Saved data entries
=======

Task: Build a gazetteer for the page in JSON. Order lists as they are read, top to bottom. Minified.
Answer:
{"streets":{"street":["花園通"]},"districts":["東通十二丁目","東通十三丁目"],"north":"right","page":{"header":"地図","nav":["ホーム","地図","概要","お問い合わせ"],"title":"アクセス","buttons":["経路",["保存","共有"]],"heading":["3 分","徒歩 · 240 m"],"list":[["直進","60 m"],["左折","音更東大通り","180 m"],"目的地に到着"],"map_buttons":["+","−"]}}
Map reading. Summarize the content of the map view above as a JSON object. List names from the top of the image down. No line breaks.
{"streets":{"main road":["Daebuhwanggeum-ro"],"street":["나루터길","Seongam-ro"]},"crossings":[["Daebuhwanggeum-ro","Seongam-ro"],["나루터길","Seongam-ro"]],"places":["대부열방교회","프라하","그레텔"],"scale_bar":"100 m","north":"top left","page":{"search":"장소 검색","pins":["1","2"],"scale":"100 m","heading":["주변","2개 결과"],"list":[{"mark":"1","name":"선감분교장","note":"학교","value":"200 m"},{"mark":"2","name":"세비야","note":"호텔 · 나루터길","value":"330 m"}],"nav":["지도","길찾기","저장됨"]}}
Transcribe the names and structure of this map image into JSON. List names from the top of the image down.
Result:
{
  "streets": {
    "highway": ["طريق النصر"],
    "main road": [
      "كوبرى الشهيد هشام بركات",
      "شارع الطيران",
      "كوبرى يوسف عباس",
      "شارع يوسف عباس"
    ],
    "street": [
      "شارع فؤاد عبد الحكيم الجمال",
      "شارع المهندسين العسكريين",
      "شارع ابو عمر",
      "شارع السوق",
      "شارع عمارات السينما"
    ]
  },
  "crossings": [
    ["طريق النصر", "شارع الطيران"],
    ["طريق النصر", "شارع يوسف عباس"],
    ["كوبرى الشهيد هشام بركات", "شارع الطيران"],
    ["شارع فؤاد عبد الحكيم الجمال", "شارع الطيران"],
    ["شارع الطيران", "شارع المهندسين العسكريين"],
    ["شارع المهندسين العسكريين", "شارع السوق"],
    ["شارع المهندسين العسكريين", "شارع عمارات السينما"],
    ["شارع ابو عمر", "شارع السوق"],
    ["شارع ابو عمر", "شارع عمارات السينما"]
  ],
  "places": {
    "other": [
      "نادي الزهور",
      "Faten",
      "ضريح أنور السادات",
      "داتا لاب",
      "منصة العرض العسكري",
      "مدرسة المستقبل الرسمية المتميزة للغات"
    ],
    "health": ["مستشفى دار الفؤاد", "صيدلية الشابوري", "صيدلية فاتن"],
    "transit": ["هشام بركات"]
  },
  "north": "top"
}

=======

-- What you have to do --
Please find every line in the records above that holds the word "السوق" and copy it.

-- Answer space --
      "شارع السوق",
    ["شارع المهندسين العسكريين", "شارع السوق"],
    ["شارع ابو عمر", "شارع السوق"],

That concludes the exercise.